It was filed on March 19, 1986 as a partial continuation of Patent Application Specification Letter No. 623,711, which is Patent No. 4.629.487 issued on December 16, 1986, and is currently filed in August 1988. Patent No. 4.762.905 issued on September 9th
Monodisperse aerosol generator and interface structure for forming an aerosol beam and introducing it into an infrared or Raman spectrometer Regarding.
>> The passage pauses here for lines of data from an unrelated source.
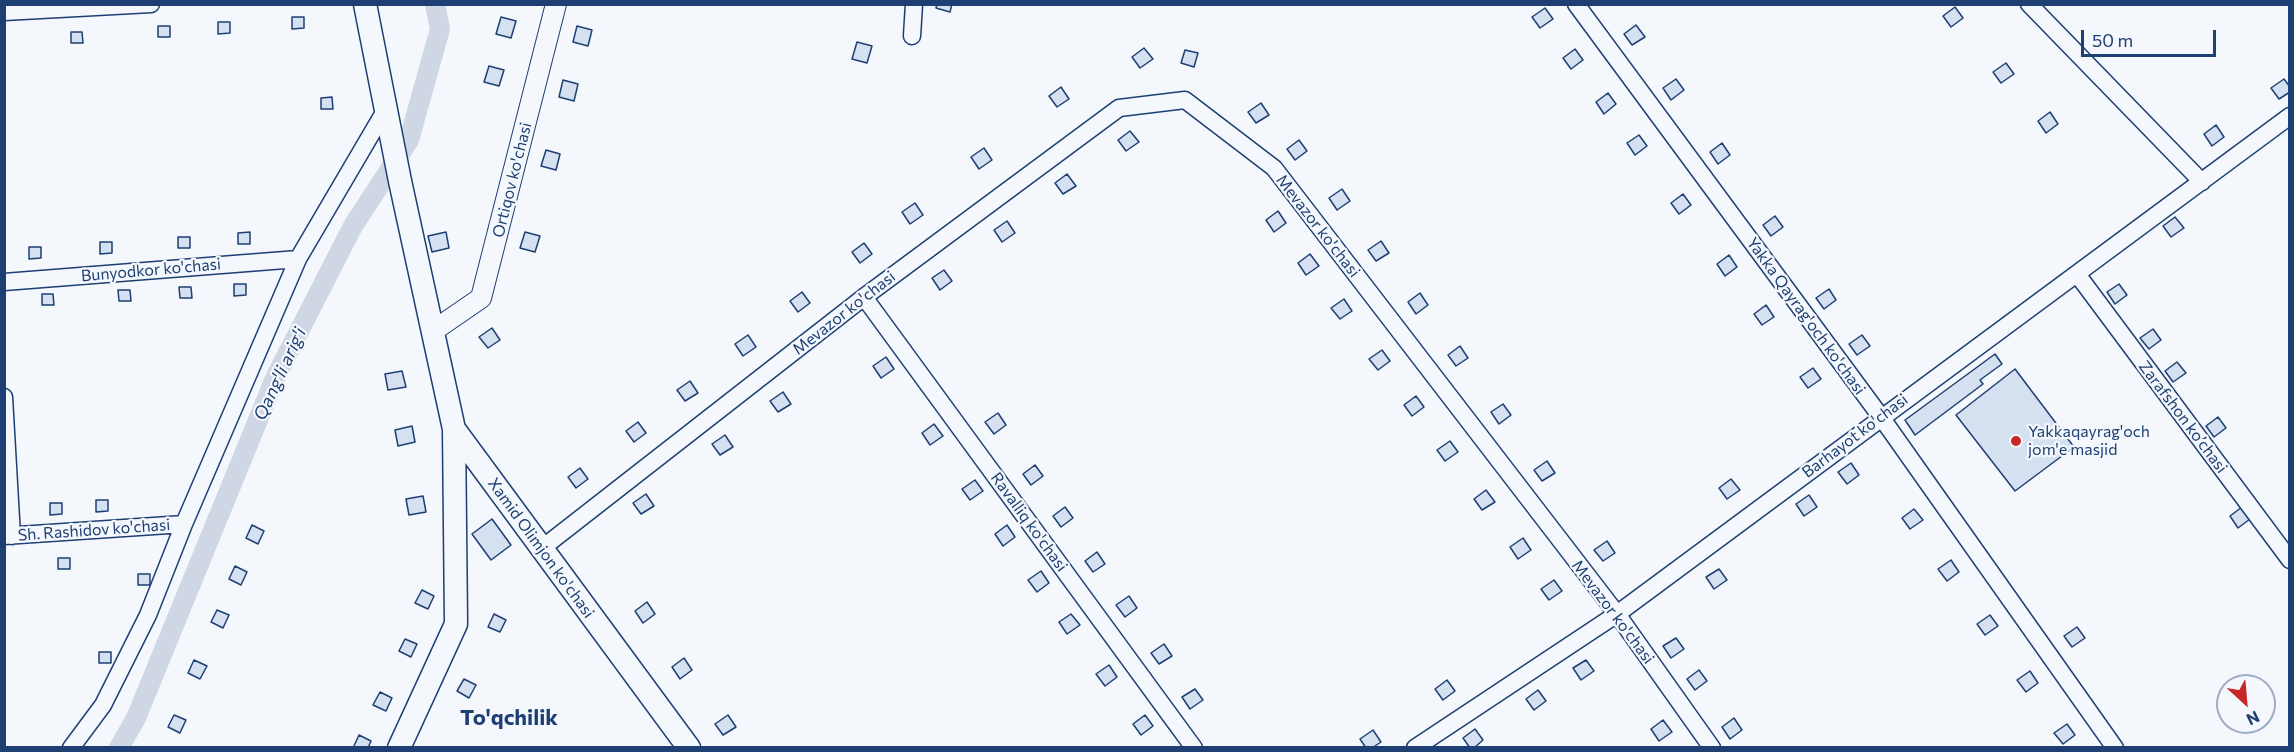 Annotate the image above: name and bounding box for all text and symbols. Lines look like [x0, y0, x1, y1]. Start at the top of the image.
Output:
scale bar [2084, 18, 2219, 56]
text: 50 m [2092, 29, 2133, 51]
street label: Ortiqov ko'chasi [488, 120, 536, 240]
street label: Mevazor ko'chasi [1272, 171, 1364, 281]
street label: Yakka Qayrag'och ko'chasi [1742, 234, 1870, 398]
street label: Bunyodkor ko'chasi [80, 254, 222, 286]
street label: Mevazor ko'chasi [789, 267, 899, 359]
water label: Qang'li arig'i [249, 324, 311, 424]
street label: Zarafshon ko’chasi [2135, 357, 2231, 477]
street label: Barhayot ko'chasi [1798, 390, 1912, 482]
place label: Yakkaqayrag'och jom'e masjid [2028, 422, 2150, 460]
marker: Yakkaqayrag'och jom'e masjid [2009, 434, 2023, 448]
street label: Ravalliq ko'chasi [987, 469, 1071, 575]
street label: Xamid Olimjon ko'chasi [484, 474, 598, 622]
street label: Sh. Rashidov ko'chasi [17, 515, 171, 545]
street label: Mevazor ko'chasi [1568, 556, 1658, 668]
north arrow [2216, 674, 2276, 734]
district label: To'qchilik [460, 705, 558, 731]
text: N [2244, 708, 2263, 730] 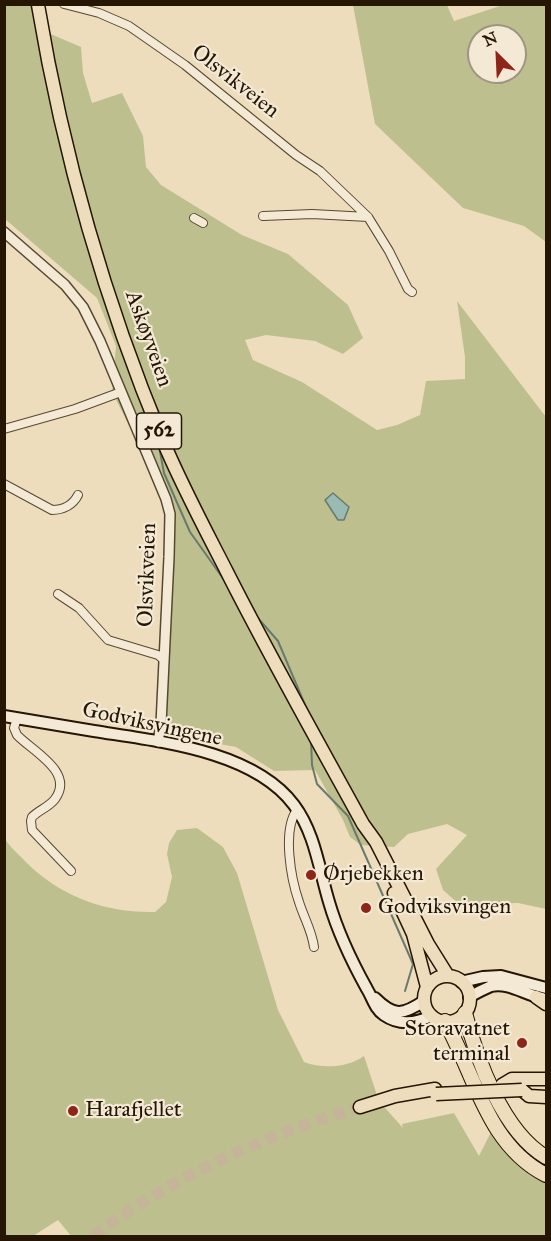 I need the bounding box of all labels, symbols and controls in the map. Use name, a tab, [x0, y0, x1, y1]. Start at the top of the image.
north arrow	[467, 24, 527, 84]
text: N	[480, 27, 500, 50]
street label: Olsvikveien	[186, 40, 284, 124]
street label: Askøyveien	[118, 287, 178, 391]
road number: 562	[136, 413, 182, 449]
street label: Olsvikveien	[133, 522, 163, 628]
street label: Godviksvingene	[80, 697, 224, 753]
place label: Ørjebekken	[323, 862, 424, 888]
marker: Ørjebekken	[304, 868, 318, 882]
place label: Godviksvingen	[378, 895, 511, 921]
marker: Godviksvingen	[359, 901, 373, 915]
place label: Storavatnet terminal	[405, 1017, 510, 1068]
marker: Storavatnet terminal	[515, 1036, 529, 1050]
place label: Harafjellet	[85, 1098, 182, 1124]
marker: Harafjellet	[66, 1104, 80, 1118] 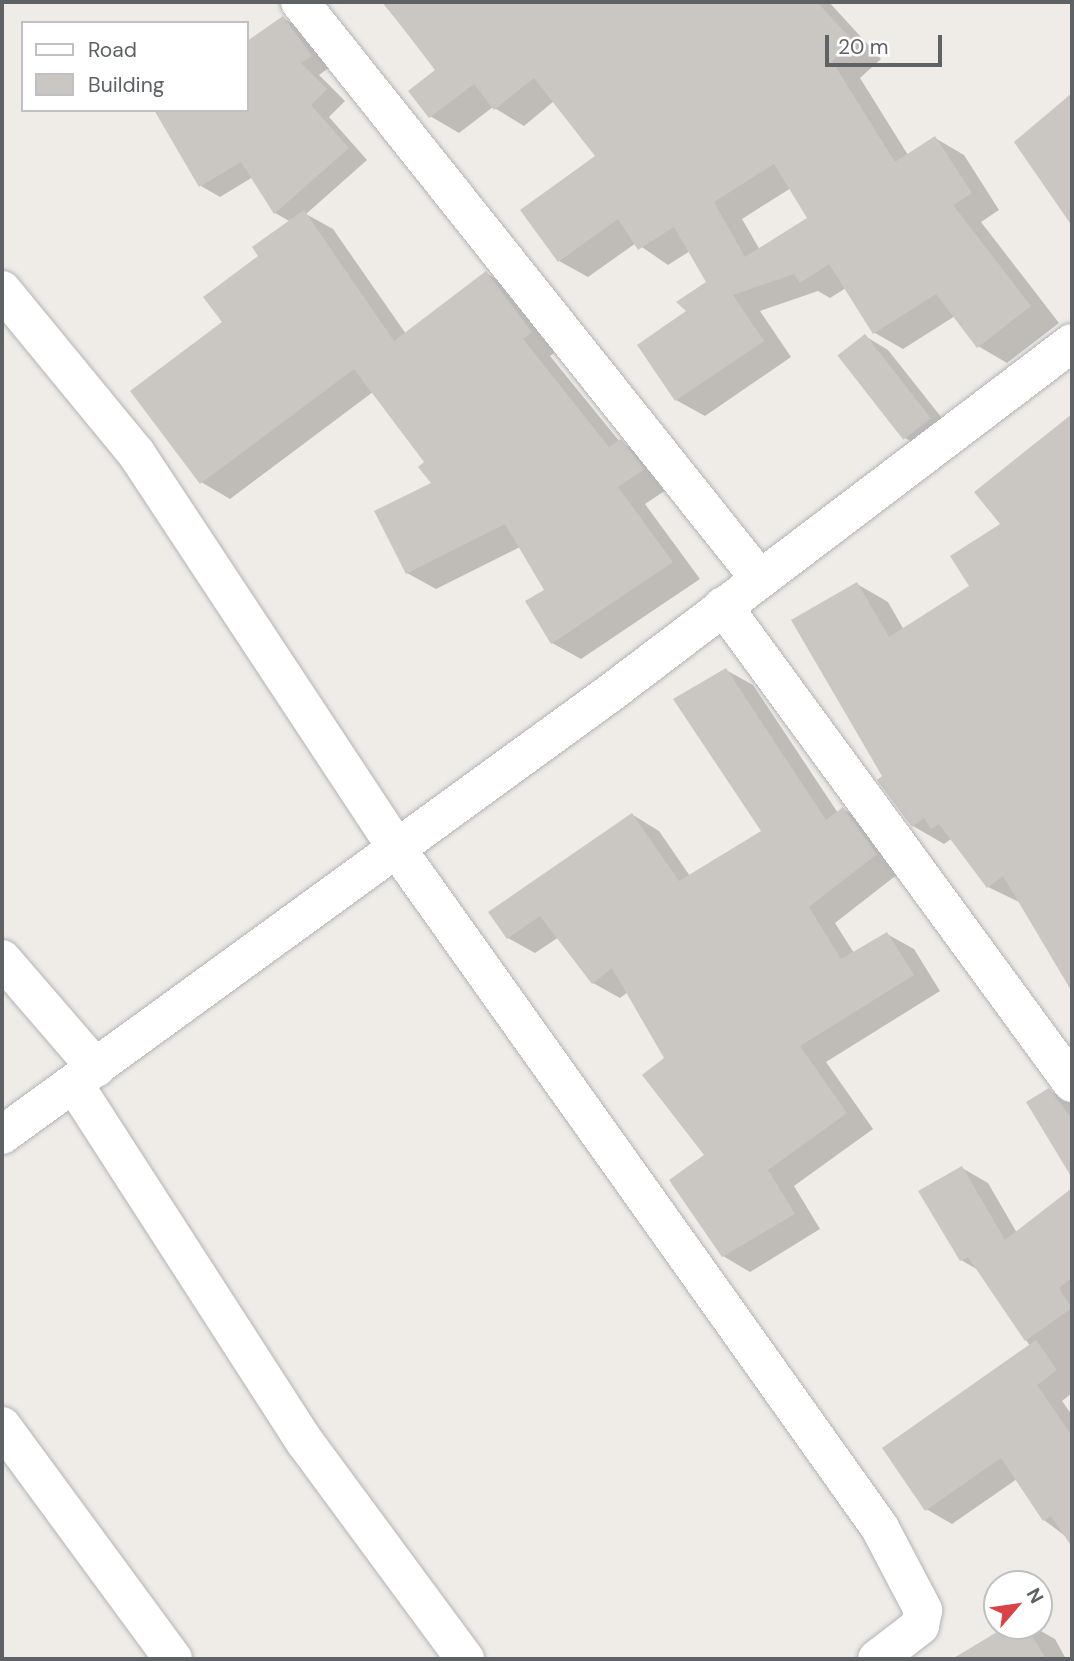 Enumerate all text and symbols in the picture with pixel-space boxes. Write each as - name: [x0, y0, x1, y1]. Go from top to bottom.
- legend: [21, 21, 248, 112]
- scale bar: [829, 21, 946, 65]
- text: 20 m: [838, 33, 889, 61]
- text: Road: [88, 36, 137, 64]
- text: Building: [88, 71, 164, 99]
- north arrow: [983, 1570, 1053, 1640]
- text: N: [1021, 1583, 1049, 1608]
BACKGROUND OF THE INVENTION Monodisperse aerosol generators have been used as part-aerosol standards for reference, as sources for uniform particle injection for internal combustion snowmaking, and for flame and plasma atomic spectroscopy (e.g. atomic emission, atomic Monodisperse aerosol generators, however, have another utility alongside interface structures insofar as they are used as liquid introduction sources in liquid chromatographs (luminescence and atomic fluorescence spectroscopy). as an interface between a particle collection device or an infrared or Raman spectrometer, or as a means of introducing a solution into the device, or for direct introduction of a sample liquid into the interface without the use of a liquid chromatograph. A preferred interface structure according to the present invention is one that accepts a monodisperse aerosol, desolventizes it, and forms a solute aerosol beam that is introduced into a particle collection device or an infrared or Raman spectrometer in high purity. .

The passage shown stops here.